苍白几乎到透明的手指缓缓伸进光束里,黛青色的血管在手背下清晰可见。苏葵靠在软塌里,神色平静,丝毫没有死亡时刻威胁她生命的恐惧。自从失去修为后,她的眸子颜色一点点便的浅淡,最终,变成了黑色。

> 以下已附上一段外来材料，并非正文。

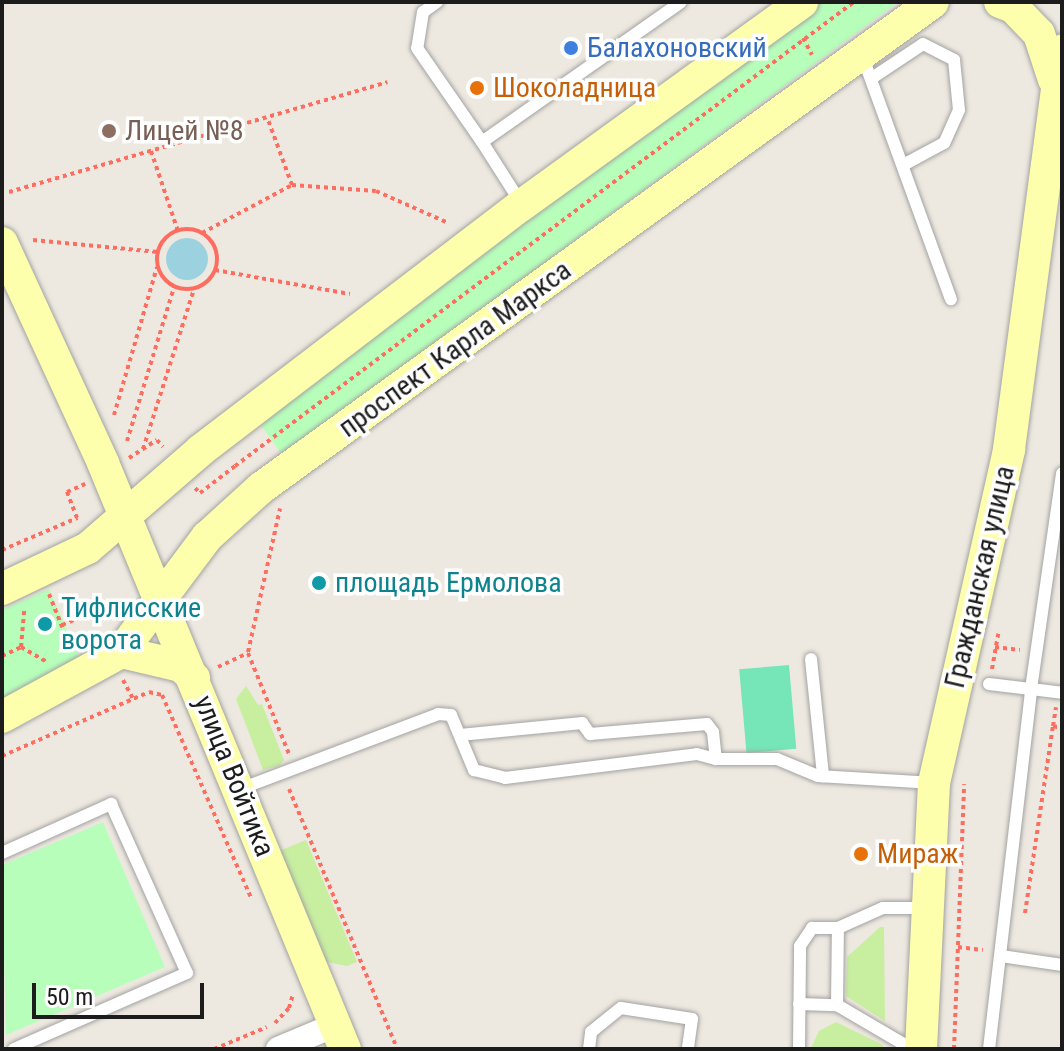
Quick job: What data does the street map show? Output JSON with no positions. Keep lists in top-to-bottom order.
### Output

这些,都是因为,她修炼的魔功,全部从体内消失了。那些足以影响她身体特征的修为,也不见了。
眼瞳变成了水墨似的黑色,她微微眯起双眸,挑的桃花眼水光潋滟。雪白的面颊一缕绯色,仿若天边红霞,她丰润的唇瓣殷红,从前,五官更加秾丽。
现如今的她,随便一个眼风扫过,便是无尽的风情万种,摄人心魄。
如地狱里爬出的艳鬼,专门食人心魄。
无人知道,每日看着她一日一日娇媚的面容,他的心,已然被戳的千疮百孔-
越扶桑端着药缓缓走进,他的脚步很轻,苏葵一心望着窗外积雪消融的景色,并没有察觉到。
她长及脚踝海藻似得长发随意披散,整个人慵懒的裹进雪白的狐裘,连手指都懒得动一下。
走进来的越扶桑望到这副画面,呼吸微微一滞,脚步便重了两拍。待那双水光潋滟的墨色眸子回望过来时,越扶桑才恍然回神。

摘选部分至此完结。